- _Task requirements_:
Copy, from the entries below, each line in which the string "Beckett" appears.

---------- Information

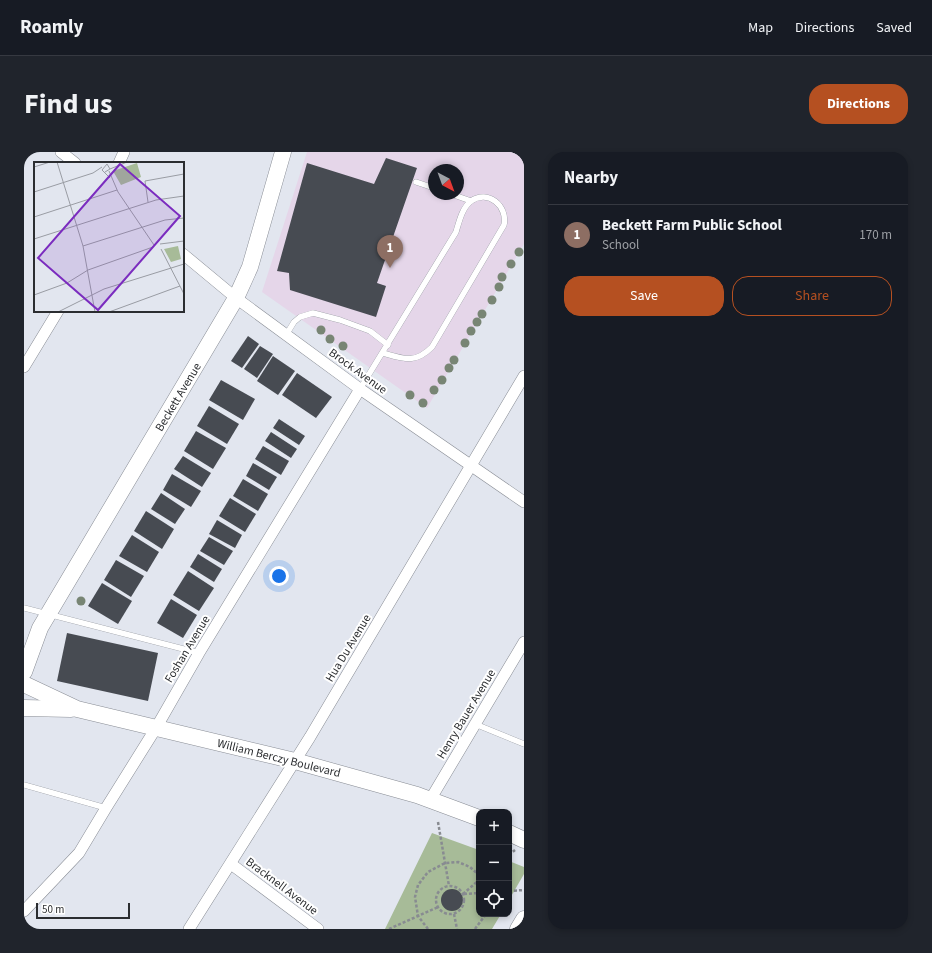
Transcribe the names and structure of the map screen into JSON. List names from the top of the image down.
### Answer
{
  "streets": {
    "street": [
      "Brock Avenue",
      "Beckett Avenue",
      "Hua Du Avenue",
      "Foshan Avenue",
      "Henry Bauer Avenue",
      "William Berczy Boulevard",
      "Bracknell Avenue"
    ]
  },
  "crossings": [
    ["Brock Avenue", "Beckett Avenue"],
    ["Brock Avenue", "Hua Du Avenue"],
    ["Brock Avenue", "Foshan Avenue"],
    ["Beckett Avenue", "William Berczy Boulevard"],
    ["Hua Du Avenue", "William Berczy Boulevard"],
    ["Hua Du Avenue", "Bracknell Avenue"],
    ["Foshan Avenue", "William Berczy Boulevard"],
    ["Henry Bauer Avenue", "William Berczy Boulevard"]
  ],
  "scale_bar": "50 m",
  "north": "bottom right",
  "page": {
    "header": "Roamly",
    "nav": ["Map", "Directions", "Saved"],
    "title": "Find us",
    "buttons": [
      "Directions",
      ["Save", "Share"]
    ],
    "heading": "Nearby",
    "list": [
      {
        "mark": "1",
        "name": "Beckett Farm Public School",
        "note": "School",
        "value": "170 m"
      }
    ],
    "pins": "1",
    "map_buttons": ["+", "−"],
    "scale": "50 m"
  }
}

--------------------

- _Problem solution_:
      "Beckett Avenue",
    ["Brock Avenue", "Beckett Avenue"],
    ["Beckett Avenue", "William Berczy Boulevard"],
        "name": "Beckett Farm Public School",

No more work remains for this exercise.